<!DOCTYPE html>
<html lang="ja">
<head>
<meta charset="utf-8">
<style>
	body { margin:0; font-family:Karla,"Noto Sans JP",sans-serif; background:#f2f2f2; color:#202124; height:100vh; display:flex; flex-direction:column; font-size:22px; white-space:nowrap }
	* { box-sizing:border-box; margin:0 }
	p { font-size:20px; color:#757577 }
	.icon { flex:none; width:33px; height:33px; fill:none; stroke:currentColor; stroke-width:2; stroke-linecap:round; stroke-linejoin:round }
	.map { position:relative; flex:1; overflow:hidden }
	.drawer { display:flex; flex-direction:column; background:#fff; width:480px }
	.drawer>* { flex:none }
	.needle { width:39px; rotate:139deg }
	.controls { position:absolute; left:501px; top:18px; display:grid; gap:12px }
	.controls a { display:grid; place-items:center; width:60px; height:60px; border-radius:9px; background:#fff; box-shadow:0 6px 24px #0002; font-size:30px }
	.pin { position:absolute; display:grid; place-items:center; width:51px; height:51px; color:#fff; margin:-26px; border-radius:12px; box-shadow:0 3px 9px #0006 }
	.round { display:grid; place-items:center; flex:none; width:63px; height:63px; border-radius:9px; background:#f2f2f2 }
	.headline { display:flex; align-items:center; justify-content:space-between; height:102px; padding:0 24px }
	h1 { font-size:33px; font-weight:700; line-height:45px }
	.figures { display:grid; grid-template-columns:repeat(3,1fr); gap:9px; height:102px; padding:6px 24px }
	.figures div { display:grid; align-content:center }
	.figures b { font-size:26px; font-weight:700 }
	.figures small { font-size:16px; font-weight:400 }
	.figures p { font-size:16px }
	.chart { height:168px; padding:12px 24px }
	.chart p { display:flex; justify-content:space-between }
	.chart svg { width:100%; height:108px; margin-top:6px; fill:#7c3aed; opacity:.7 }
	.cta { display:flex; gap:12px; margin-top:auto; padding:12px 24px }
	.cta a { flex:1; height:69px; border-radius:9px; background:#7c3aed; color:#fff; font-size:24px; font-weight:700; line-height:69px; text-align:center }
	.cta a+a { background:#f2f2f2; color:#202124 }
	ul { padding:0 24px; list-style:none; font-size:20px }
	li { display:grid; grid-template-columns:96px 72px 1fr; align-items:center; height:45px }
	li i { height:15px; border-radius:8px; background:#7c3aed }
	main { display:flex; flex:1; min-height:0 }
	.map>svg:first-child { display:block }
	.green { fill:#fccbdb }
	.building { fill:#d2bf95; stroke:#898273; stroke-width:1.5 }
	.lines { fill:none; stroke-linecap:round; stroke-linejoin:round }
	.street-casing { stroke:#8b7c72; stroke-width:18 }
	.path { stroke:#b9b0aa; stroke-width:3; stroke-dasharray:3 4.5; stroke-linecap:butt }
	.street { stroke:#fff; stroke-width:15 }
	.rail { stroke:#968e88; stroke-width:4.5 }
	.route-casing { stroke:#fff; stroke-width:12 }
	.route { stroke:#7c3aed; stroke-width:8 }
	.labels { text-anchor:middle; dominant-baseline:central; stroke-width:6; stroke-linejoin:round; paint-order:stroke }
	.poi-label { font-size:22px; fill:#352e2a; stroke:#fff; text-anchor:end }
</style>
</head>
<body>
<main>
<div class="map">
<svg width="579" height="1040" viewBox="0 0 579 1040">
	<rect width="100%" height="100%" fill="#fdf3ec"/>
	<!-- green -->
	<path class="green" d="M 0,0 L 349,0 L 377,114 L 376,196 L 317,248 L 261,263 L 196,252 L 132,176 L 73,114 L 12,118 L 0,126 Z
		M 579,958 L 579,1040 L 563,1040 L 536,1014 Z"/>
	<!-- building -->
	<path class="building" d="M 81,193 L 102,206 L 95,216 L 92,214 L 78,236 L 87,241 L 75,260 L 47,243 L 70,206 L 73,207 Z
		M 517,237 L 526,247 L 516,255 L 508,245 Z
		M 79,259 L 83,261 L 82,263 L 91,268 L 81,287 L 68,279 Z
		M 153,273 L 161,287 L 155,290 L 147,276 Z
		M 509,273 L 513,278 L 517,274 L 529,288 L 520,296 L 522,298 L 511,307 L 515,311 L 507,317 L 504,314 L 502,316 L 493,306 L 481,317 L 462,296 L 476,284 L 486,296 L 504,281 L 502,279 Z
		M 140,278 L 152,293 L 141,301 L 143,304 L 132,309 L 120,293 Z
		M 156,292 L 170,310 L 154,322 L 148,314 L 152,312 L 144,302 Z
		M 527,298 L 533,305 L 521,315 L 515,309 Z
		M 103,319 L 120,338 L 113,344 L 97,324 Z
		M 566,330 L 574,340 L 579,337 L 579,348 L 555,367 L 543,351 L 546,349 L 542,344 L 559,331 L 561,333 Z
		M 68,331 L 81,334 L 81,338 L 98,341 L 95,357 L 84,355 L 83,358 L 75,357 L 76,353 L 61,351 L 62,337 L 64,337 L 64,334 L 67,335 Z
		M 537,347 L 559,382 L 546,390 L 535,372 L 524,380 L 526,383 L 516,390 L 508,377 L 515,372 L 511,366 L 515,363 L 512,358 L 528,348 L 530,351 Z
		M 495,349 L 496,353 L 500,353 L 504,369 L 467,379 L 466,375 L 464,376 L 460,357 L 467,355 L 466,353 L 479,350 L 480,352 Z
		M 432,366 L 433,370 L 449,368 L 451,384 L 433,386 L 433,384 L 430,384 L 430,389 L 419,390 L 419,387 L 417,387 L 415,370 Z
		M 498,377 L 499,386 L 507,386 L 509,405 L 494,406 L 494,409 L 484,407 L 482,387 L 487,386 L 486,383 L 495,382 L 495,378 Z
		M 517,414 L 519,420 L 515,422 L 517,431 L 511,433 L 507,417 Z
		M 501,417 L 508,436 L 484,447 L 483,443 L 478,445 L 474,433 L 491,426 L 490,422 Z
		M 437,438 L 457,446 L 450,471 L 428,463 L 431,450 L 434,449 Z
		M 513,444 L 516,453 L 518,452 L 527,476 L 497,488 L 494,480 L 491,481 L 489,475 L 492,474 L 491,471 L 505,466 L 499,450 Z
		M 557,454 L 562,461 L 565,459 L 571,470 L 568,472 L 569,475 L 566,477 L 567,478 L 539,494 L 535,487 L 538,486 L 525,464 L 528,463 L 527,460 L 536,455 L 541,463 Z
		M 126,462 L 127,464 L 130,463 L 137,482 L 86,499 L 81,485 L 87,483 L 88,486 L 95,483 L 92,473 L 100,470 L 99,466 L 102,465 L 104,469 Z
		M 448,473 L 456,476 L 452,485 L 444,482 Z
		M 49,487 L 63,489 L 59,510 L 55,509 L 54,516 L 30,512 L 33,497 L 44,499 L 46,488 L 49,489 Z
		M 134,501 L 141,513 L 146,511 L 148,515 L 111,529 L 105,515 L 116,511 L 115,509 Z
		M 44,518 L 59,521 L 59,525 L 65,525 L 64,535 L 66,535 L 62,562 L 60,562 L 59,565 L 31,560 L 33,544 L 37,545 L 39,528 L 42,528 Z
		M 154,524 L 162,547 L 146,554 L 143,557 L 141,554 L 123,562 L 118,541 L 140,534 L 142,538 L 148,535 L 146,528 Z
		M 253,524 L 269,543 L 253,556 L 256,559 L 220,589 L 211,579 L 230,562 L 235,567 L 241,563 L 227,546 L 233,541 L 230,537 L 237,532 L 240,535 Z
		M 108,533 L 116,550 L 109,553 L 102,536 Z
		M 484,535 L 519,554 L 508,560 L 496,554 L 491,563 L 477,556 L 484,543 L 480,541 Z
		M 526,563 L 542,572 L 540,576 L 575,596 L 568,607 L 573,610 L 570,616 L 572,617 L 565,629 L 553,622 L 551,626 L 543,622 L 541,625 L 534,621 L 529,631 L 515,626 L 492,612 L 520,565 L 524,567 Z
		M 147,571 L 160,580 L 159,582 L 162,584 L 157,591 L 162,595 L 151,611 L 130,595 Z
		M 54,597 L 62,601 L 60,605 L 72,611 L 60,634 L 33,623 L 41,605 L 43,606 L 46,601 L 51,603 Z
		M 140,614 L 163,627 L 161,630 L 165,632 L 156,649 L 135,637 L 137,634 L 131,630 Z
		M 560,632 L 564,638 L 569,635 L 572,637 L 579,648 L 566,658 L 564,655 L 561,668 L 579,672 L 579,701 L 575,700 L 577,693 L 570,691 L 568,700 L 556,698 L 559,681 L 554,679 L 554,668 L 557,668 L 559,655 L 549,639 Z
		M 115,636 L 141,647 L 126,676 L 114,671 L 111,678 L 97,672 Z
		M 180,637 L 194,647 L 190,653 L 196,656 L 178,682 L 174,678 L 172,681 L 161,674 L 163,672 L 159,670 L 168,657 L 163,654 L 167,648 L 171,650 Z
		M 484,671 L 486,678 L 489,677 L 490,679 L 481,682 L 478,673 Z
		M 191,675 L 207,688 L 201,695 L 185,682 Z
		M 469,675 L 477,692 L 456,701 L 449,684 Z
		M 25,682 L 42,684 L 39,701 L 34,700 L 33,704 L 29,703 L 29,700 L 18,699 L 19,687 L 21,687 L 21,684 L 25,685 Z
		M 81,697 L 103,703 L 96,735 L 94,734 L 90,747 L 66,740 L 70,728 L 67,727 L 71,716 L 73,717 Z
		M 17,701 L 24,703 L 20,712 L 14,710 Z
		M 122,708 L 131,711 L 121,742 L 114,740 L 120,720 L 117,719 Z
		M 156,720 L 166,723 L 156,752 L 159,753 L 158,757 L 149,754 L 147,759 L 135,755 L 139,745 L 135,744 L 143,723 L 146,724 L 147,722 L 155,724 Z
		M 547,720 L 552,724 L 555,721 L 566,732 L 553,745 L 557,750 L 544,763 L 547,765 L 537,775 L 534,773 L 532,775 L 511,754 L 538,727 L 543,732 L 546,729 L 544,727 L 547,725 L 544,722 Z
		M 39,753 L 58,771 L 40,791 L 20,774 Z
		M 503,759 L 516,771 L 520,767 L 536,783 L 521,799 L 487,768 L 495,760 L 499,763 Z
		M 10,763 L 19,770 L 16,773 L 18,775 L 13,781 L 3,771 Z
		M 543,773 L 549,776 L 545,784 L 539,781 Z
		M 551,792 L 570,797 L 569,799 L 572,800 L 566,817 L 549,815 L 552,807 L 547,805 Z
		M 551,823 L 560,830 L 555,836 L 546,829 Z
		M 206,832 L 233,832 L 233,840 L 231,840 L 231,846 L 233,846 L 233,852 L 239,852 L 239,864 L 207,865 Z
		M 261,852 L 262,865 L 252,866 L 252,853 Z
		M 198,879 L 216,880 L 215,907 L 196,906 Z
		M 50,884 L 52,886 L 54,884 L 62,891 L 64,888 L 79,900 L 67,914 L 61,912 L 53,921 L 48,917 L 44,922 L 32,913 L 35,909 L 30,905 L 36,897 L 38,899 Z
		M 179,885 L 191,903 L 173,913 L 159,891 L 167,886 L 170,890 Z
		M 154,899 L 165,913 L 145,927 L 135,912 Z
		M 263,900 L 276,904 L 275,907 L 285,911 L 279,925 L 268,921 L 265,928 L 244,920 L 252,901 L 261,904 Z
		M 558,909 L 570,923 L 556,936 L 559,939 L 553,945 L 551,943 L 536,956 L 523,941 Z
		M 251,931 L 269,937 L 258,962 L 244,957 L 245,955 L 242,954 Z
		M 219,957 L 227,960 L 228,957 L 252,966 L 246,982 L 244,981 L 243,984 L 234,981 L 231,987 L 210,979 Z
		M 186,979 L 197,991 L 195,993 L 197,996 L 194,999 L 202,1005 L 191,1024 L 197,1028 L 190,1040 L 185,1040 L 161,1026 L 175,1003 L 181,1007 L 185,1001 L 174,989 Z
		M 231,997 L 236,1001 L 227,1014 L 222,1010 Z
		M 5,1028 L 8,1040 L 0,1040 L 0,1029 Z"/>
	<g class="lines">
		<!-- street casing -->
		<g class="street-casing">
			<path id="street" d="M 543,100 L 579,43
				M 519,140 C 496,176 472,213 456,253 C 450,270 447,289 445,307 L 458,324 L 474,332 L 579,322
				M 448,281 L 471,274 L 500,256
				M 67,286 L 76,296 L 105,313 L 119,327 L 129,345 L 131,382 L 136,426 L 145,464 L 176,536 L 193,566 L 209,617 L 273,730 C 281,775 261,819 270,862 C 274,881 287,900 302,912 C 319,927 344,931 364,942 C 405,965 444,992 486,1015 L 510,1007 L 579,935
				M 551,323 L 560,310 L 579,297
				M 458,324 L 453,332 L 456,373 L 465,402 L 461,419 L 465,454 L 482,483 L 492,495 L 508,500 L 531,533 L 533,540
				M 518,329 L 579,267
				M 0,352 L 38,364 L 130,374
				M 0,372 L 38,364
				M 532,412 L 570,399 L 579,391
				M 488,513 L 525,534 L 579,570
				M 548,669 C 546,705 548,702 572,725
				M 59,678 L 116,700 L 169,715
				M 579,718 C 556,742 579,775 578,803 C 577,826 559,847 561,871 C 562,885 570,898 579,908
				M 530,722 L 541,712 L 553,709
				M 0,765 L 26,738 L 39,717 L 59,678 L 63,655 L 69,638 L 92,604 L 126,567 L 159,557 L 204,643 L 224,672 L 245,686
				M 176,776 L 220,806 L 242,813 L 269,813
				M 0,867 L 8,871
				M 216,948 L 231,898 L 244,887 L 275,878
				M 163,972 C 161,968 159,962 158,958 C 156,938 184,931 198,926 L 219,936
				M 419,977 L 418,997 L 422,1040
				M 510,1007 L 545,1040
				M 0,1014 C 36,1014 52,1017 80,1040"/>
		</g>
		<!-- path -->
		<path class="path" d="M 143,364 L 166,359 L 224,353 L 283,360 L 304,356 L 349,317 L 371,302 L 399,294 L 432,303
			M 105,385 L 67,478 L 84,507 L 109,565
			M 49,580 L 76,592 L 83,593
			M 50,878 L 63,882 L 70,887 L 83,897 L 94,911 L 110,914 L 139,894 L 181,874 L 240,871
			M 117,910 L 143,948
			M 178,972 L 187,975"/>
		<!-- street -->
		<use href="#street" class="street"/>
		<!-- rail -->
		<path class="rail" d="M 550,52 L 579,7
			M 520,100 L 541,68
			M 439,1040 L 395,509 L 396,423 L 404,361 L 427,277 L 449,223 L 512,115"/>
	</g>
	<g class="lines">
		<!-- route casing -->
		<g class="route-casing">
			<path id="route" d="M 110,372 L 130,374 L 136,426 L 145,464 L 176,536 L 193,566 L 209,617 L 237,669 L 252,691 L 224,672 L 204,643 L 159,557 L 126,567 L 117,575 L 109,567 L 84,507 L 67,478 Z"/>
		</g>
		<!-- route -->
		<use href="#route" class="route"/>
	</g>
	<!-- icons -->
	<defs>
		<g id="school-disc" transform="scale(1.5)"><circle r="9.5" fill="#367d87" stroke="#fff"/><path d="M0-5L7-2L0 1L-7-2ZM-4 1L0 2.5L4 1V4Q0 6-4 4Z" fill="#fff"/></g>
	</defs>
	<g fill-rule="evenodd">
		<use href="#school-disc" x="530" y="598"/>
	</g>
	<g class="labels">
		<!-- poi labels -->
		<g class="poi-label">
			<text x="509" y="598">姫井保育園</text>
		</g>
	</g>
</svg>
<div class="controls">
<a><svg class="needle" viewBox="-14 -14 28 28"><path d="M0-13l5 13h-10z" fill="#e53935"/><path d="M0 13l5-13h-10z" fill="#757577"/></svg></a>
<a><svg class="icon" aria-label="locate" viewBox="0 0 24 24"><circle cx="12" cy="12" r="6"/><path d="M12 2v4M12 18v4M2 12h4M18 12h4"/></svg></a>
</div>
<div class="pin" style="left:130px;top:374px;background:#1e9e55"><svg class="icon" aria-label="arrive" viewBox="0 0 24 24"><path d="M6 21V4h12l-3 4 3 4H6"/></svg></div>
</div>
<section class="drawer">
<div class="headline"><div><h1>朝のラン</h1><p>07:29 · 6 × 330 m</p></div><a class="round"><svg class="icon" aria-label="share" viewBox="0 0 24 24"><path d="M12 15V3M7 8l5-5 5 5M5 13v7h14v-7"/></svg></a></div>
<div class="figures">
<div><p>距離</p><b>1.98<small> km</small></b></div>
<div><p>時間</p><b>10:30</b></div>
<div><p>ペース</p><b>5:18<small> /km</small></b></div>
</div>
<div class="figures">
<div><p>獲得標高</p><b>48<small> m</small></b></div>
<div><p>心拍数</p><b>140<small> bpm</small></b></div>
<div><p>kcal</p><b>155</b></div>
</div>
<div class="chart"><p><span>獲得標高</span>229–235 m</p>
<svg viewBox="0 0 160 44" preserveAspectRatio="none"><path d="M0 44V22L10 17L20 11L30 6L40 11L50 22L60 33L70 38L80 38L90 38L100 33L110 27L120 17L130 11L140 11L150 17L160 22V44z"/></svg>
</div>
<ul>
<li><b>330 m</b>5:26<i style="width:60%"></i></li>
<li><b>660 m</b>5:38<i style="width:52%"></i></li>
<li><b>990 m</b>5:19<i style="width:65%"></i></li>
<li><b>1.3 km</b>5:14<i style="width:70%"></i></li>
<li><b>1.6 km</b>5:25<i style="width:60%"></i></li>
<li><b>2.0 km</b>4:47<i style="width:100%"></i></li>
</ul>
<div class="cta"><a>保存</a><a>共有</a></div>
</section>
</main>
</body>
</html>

### [What you need to do]
A single number is the answer here: the count of lines in the material above holding the string "shadow".

### [Response area]
2